The Beijing Marathon () is an annual marathon race held around October in Beijing, People's Republic of China, since 1981. The race begins at Tiananmen Square and finishes in Celebration Square in Olympic Green. (Note: In the past, the National Olympic Sports Center stadium has served as the finish.) The full marathon is the only distance offered.

The marathon is categorized as a Gold Label Road Race by World Athletics. (Note: It is one of twelve marathons in the People's Republic of China to hold the distinction as of 2020. (Note: The Shanghai Marathon is categorized as a Platinum Label Road Race.)) The course is certified by AIMS. (Note: This makes it eligible for world record performances.)

Beijing Marathon is the first international sport event ever to be held in China.
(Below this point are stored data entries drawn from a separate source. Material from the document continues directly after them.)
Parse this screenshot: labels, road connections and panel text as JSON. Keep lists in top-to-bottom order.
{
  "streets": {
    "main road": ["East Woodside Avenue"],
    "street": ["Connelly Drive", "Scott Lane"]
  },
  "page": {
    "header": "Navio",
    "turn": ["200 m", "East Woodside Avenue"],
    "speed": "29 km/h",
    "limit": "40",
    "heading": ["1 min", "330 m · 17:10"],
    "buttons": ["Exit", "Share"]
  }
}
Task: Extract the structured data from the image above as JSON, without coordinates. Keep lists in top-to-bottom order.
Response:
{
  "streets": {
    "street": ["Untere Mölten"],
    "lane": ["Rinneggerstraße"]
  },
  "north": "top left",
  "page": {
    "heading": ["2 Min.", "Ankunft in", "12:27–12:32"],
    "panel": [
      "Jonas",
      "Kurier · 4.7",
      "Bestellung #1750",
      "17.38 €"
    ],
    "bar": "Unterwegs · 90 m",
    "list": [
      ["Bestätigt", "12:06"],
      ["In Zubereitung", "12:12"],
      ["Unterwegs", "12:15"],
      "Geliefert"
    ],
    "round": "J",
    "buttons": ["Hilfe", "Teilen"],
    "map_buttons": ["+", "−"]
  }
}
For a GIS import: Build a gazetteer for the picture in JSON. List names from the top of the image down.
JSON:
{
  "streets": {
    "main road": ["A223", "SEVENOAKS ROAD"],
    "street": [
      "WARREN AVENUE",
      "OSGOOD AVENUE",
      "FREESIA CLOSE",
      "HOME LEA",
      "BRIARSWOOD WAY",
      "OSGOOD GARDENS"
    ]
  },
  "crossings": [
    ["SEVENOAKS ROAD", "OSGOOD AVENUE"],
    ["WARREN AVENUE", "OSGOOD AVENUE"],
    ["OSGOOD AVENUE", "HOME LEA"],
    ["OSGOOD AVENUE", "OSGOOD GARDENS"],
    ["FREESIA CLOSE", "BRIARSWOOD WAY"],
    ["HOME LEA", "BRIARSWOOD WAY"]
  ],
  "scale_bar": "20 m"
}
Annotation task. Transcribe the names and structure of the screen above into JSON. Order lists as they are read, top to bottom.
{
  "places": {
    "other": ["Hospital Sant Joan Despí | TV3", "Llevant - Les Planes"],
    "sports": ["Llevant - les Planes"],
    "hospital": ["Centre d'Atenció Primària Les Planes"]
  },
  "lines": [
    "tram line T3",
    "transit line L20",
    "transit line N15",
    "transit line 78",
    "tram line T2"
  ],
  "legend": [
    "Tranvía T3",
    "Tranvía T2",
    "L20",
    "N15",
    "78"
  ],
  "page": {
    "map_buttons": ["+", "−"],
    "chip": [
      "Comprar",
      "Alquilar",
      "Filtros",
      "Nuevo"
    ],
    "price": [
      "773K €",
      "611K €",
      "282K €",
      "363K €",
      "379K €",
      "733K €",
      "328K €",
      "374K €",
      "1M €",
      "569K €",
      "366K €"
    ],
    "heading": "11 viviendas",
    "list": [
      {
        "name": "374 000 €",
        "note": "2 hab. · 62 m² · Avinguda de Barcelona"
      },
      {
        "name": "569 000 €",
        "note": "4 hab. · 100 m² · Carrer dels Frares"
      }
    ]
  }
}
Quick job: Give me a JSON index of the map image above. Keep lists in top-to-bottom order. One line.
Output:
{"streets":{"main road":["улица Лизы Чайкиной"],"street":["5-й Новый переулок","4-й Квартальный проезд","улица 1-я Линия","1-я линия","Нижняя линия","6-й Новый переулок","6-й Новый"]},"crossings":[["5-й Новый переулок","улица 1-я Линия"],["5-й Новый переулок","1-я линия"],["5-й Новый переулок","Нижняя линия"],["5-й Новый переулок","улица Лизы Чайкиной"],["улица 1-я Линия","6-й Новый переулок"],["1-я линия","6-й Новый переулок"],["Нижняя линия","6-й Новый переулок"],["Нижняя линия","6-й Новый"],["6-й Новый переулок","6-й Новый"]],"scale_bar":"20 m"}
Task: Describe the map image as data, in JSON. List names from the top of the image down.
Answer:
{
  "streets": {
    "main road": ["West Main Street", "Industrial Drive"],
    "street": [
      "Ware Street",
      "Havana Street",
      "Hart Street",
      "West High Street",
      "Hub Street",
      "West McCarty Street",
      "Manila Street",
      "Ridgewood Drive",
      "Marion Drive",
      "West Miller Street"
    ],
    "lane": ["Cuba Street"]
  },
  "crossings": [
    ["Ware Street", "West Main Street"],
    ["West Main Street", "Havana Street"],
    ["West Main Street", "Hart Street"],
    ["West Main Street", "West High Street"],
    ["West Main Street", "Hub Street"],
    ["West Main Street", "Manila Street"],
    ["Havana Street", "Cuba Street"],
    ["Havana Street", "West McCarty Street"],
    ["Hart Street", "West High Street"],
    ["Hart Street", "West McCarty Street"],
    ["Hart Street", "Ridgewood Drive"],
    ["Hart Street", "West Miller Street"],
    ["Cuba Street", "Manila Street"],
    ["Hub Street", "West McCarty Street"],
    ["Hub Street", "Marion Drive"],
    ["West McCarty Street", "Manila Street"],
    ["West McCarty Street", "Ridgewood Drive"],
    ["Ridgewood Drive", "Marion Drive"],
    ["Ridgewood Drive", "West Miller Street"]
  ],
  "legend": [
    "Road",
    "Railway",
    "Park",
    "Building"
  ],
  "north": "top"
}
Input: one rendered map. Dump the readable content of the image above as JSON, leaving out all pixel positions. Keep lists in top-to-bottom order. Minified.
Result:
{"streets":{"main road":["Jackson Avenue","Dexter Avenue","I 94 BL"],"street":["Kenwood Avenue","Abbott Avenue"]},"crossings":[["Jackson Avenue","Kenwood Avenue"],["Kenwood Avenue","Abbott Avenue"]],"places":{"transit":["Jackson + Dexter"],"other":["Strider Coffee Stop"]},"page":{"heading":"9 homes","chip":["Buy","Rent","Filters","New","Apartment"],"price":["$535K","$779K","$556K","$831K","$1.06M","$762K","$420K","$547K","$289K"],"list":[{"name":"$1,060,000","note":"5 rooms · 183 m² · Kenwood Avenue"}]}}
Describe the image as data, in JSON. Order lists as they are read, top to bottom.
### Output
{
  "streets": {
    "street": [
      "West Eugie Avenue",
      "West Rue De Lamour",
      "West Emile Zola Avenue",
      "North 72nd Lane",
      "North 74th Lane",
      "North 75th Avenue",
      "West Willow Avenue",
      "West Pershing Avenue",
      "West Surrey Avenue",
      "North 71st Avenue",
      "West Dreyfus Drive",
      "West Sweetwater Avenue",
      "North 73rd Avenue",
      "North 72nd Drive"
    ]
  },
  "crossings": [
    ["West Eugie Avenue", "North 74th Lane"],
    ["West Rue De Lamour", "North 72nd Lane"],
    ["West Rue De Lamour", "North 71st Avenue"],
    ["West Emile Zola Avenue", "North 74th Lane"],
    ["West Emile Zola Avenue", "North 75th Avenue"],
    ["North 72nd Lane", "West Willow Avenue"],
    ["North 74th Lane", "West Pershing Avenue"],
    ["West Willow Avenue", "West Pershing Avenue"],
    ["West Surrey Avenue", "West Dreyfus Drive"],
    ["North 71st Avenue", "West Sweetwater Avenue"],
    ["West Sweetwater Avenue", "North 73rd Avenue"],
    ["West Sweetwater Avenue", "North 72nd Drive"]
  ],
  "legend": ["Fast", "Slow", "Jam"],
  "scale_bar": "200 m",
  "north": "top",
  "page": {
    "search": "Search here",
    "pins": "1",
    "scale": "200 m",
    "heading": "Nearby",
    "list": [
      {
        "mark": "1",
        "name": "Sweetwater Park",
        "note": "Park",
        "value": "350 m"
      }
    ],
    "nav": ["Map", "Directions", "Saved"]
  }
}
The race is also the first marathon race to use lottery system to allocate entries and the first full marathon race only in China.

== History ==
The Beijing International Marathon has been organized by the Chinese Athletics Association annually since 1981. The creation of the race, which was international in nature from its inception, was part of a wider movement to open up China and its culture to foreign innovations – a change which was led by Deng Xiaoping, who sought to move China away from its Maoist past.

In 1997, the marathon hosted the Chinese men's national marathon championships, with the title going to race winner Hu Gangjun, who had won in Beijing two times previously.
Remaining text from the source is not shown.